Stored items ::

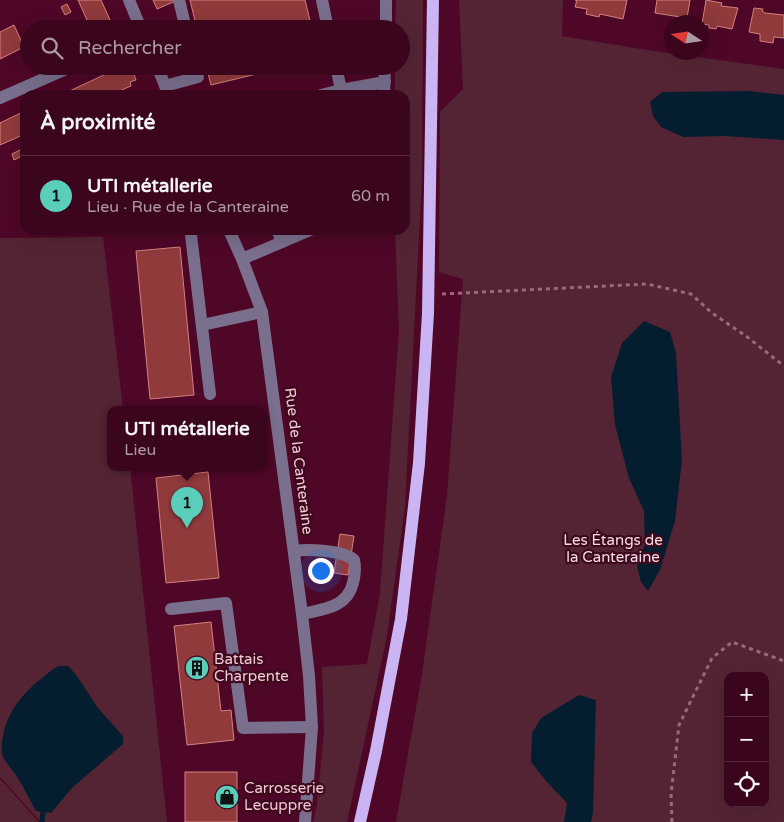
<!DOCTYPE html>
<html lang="fr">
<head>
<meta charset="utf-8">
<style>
	body { margin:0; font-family:"Varela Round",sans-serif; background:#46132a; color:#f1f3f6 }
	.controls { position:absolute; right:15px; bottom:15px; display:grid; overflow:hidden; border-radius:10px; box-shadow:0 5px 20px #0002 }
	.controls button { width:45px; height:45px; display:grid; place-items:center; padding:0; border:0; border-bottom:1px solid #54263b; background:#3b051d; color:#f1f3f6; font:25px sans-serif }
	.compass { position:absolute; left:664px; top:15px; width:45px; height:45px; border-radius:50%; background:#3b051d; box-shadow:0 5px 20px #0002; rotate:282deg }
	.you { position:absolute; left:320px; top:570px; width:18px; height:18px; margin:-12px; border:4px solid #fff; border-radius:50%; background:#1a73e8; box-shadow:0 0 0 8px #1a73e833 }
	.badge { display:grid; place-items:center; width:32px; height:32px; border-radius:50%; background:#5bcebb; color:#111; font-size:16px; font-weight:700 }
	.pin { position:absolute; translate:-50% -41px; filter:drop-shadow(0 1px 2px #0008) }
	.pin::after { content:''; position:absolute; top:26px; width:18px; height:15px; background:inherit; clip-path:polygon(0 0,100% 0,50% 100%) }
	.popup { position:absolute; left:107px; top:406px; width:160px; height:65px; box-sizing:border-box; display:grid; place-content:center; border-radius:10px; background:#3b051d; filter:drop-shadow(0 1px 4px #0005); font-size:16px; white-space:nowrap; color:#ac99a4 }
	.popup b { font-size:19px; color:#f1f3f6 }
	.popup::after { content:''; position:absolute; left:50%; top:100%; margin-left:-10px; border:10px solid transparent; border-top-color:#3b051d }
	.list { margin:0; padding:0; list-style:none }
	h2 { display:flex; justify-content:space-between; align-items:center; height:65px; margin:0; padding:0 20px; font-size:21px }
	h2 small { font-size:16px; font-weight:400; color:#ac99a4 }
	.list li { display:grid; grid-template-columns:32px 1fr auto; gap:15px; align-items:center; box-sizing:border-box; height:80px; padding:0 20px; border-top:1px solid #54263b }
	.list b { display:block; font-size:19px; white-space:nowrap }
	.list p { margin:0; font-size:16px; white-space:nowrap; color:#ac99a4 }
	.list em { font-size:16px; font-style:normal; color:#ac99a4 }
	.icon { flex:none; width:28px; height:28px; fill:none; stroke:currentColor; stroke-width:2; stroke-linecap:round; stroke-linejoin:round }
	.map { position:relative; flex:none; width:784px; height:822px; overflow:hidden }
	.search { position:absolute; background:#3b051d; box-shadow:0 5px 20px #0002; left:20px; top:20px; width:390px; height:55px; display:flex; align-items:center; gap:12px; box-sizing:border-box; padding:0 18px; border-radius:28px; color:#ac99a4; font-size:19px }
	.panel { position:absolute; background:#3b051d; box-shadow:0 5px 20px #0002; left:20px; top:90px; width:390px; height:145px; border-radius:15px }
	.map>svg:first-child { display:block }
</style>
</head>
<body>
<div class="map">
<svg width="784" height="822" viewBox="0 0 784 822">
	<rect width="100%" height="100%" fill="#4f0727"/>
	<g fill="#552434" fill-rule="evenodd">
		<polygon points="396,0 423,0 422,178 405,506 387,636 347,822 313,822 317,805 324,731 322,667 367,664 380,593 399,331 395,230 405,230 405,95 395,95 395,66 401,66 401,29 395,29"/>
		<path d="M459,0H563L562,36L647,50L784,69V822H396L422,674L447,496L463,279L439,272L440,112L463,89ZM728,676H765V803H728Z"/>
		<polygon points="103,237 123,409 111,409 111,467 130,467 167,822 41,822 0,777 0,238"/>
		<polygon points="0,779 39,822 0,822"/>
	</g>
	<g fill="#041e2f">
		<polygon points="749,91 784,95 784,140 725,136 683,137 661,127 653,116 650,102 662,92"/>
		<polygon points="644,321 670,332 676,353 682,460 675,521 660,570 648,591 641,582 637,567 645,544 644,511 629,478 615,425 611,377 622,343"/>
		<path d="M58,666H68L77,676L98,708L123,736V744L72,788L51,813L36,811C29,799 23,785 15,774C11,768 4,761 2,754C0,712 28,687 58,666Z"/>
		<polygon points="579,695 596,700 593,813 591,822 564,822 567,803 546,781 531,762 532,733 541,718"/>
	</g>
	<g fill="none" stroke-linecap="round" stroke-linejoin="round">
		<polyline stroke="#041e2f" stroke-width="5" points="42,822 43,812"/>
	</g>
	<g fill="#903a3c" stroke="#d5807f">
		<polygon points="78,0 101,0 114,29 91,29"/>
		<polygon points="153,0 178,0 157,9"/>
		<polygon points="190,0 305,0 312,29 197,29"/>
		<polygon points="575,0 627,0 623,19 600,14 599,17 586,14 587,9 575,7 577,0"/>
		<polygon points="657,0 690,0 687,18 655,13"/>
		<polygon points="706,0 722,3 721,6 738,8 732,29 717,26 716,29 709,28 709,25 702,24"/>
		<polygon points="67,4 71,12 65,15 61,7"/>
		<polygon points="754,8 763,9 762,11 765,13 784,15 784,38 774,37 773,43 760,41 760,34 749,32"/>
		<polygon points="14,25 24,47 0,59 0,32"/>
		<polygon points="123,66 131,66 136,80 130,82 131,86 110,95 61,95"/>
		<polygon points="206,66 290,66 211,85"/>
		<polygon points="25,111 25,134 0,145 0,123"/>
		<polygon points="20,150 22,156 14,160 12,154"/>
		<polygon points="180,247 194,395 150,399 136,251"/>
		<polygon points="208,472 219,578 166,583 156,478"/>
		<polygon points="340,534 354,536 348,575 334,573"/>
		<polygon points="211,622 221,711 231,710 234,740 187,745 174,626"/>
		<rect x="185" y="772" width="52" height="50"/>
	</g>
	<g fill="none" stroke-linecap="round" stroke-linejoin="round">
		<g stroke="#a0667c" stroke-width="3" stroke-dasharray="4 4" stroke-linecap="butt">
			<polyline points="442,294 647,284 691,294 712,313 746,336 784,366"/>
			<polyline points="672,822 671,794 679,725 712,658 732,642 784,661"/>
		</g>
		<g stroke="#7a6f8d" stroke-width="12">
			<polyline points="129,0 141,29"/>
			<polyline points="179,0 186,29"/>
			<polyline points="322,0 328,29"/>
			<polyline points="386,29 386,0"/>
			<polyline points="157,66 169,95"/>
			<polyline points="336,66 341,90 385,82"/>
			<polyline points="165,86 198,77 195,66"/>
			<polyline points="321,95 341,90"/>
			<polyline points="384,95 385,66"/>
			<polyline points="0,98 73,66"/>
			<polyline points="229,230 242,259 262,312 302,614 309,676 312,727 305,822"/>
			<polyline points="277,230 282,242 310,230"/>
			<polyline points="191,235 210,394"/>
			<polyline points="242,259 282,242"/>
			<polyline points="202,325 262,312"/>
			<path d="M294,551C308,549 343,550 354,560C356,568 355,575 353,583C347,608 323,609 302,614"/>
			<polyline points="171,609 226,603 243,728 312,727"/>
		</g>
		<polyline stroke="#cbb4f3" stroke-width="12" points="360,822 376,751 401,619 419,463 428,313 433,0"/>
	</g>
	<defs>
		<g id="building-disc" transform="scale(1.25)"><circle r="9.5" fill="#5bcebb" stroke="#3e081e"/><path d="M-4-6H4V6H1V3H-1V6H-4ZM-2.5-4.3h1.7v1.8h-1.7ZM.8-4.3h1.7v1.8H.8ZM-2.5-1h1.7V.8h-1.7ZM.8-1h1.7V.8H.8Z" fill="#111"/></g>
		<g id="shop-disc" transform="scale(1.25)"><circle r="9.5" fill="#5bcebb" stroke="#3e081e"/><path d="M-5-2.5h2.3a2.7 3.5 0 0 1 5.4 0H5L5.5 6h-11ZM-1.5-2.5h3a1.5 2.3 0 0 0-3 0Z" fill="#111"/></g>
	</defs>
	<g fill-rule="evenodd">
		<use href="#building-disc" x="197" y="668"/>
		<use href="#shop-disc" x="227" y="797"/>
	</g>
	<g text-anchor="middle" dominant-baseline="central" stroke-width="4.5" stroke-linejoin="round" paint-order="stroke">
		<g font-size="15" fill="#f4c8d3" stroke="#3e081e">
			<text transform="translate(299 461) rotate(83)">Rue de la Canteraine</text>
		</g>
		<g font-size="15" fill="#f4dbe1" stroke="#3e081e">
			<text x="613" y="540">Les Étangs de<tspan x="613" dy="17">la Canteraine</tspan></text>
		</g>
		<g font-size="15" fill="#f4c8d3" stroke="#3e081e" text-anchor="start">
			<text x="214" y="659">Battais<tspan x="214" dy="17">Charpente</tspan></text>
			<text x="244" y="788">Carrosserie<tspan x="244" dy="17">Lecuppre</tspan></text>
		</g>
	</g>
</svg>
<div class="controls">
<button>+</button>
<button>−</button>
<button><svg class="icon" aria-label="locate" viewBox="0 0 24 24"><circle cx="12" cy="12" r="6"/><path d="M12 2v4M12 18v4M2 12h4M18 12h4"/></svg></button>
</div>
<svg class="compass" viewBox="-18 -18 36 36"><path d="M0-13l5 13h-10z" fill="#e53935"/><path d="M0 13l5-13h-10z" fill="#ac99a4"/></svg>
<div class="you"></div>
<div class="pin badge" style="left:187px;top:528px">1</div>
<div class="popup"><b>UTI métallerie</b>Lieu</div>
<div class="search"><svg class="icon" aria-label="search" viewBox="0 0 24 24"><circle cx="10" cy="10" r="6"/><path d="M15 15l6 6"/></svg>Rechercher</div>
<section class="panel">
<h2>À proximité<small></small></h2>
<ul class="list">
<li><span class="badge">1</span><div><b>UTI métallerie</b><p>Lieu · Rue de la Canteraine</p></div><em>60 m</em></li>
</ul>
</section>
</div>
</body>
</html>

WHAT YOU ARE ASKED TO DO ::
Count every line above that includes the string "controls", and answer with the count only.

SOLUTION ::
3